Andrich, D. (1978). A rating formulation for ordered response categories. Psychometrika, 43, 561-573.
Bock, R. D., & Aitkin, M. (1981). Marginal maximum likelihood estimation of item parameters: Application of an EM algorithm. Psychometrika, 46, 443-459.
Haberman, S. J., & Sinharay, S. (2013). Generalized residuals for general models for contingency tables with application to item response theory. Journal of the American Statistical Association, 108, 1435-1444.
Eckes, T. (2005). Examining rater effects in TestDaF writing and speaking performance assessments: A many-facet Rasch analysis. Language Assessment Quarterly, 2, 197-221.
Linacre, J. M. (1989). Many-facet Rasch measurement. MESA Press.
Masters, G. N. (1982). A Rasch model for partial credit scoring. Psychometrika, 47, 149-174.
Orlando, M., & Thissen, D. (2000). Likelihood-based item-fit indices for dichotomous item response theory models. Applied Psychological Measurement, 24, 50-64.
Orlando, M., & Thissen, D. (2003). Further investigation of the performance of S-X2: An item fit index for use with dichotomous item response theory models.
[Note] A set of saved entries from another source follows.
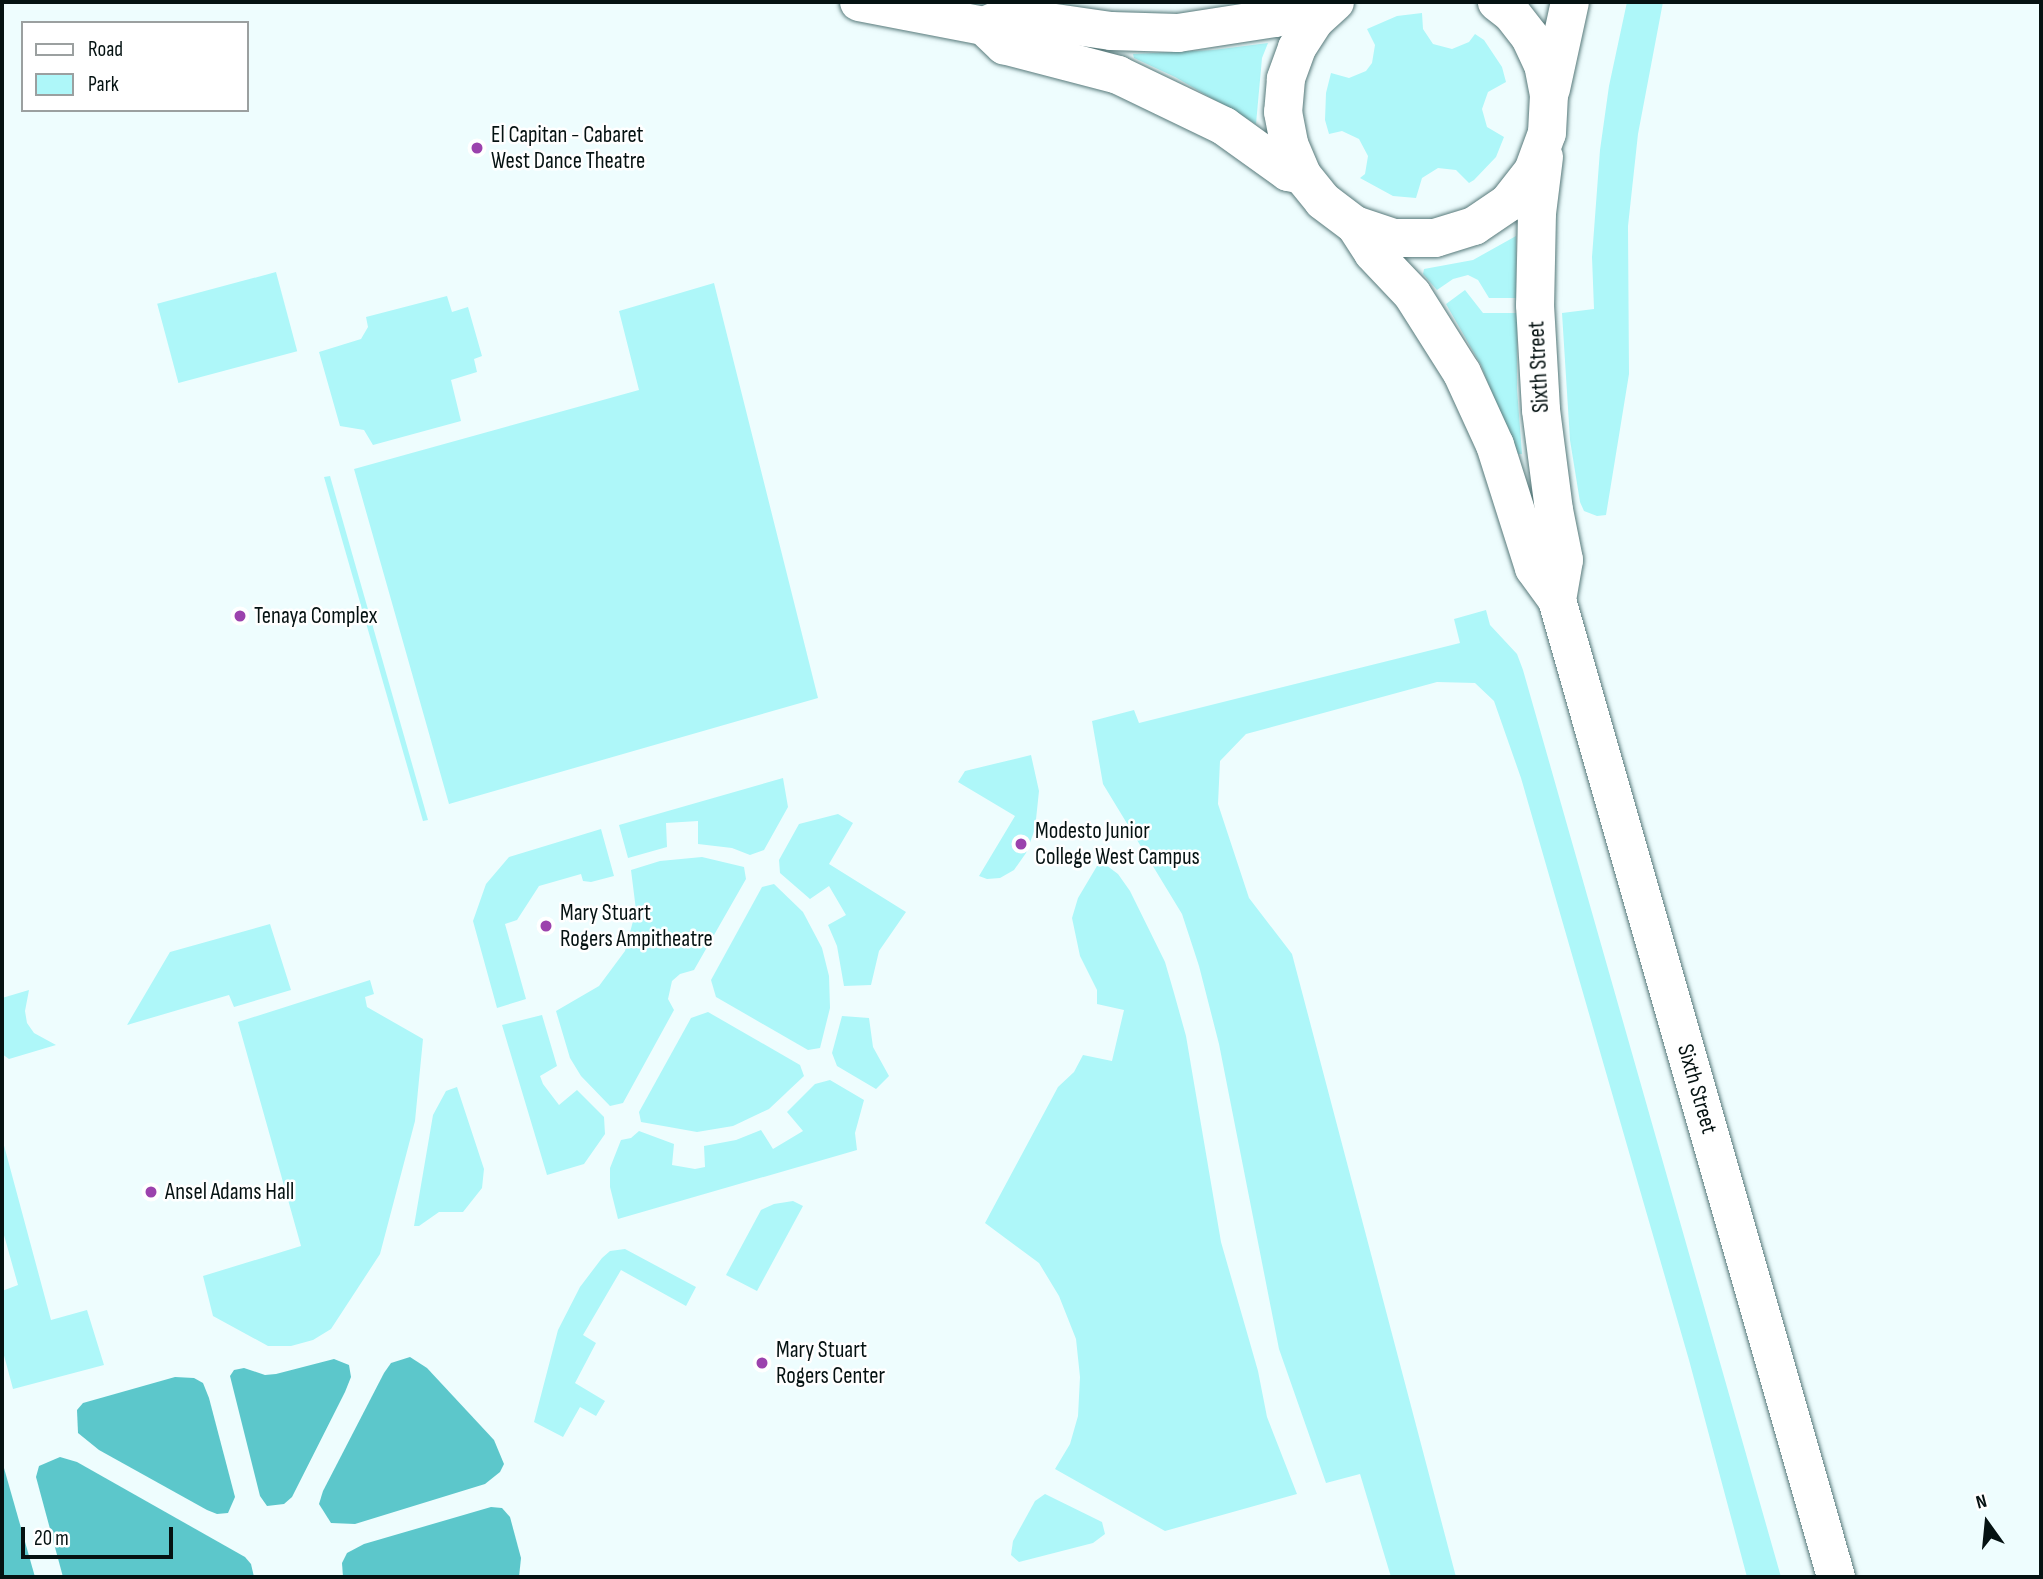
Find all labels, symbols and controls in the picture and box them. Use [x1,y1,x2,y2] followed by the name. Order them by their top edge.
[21,21,248,112] legend
[88,37,123,62] text: Road
[88,72,119,97] text: Park
[491,121,645,175] place label: El Capitan - Cabaret West Dance Theatre
[469,140,485,156] marker: El Capitan - Cabaret West Dance Theatre
[1523,321,1555,413] street label: Sixth Street
[254,602,377,630] place label: Tenaya Complex
[232,608,248,624] marker: Tenaya Complex
[1035,817,1200,871] place label: Modesto Junior College West Campus
[1013,836,1029,852] marker: Modesto Junior College West Campus
[560,899,713,953] place label: Mary Stuart Rogers Ampitheatre
[538,918,554,934] marker: Mary Stuart Rogers Ampitheatre
[1671,1041,1723,1137] street label: Sixth Street
[165,1178,294,1206] place label: Ansel Adams Hall
[143,1184,159,1200] marker: Ansel Adams Hall
[776,1336,885,1390] place label: Mary Stuart Rogers Center
[754,1355,770,1371] marker: Mary Stuart Rogers Center
[1952,1488,2022,1558] north arrow
[1974,1490,1989,1515] text: N
[24,1512,177,1556] scale bar
[34,1526,69,1551] text: 20 m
Applied Psychological Measurement, 27, 289-298.
Robitzsch, A., & Steinfeld, J. (2018). Item response models for human ratings: Overview, estimation methods, and implementation in R. Psychological Test and Assessment Modeling, 60(1), 101-139.
Sinharay, S., & Monroe, S. (2025). Assessment of fit of item response theory models: A critical review of the status quo and some future directions. British Journal of Mathematical and Statistical Psychology, 78, 711-733.
Sinharay, S., Johnson, M. S., & Stern, H. S. (2006). Posterior predictive assessment of item response theory models. Applied Psychological Measurement, 30, 298-321.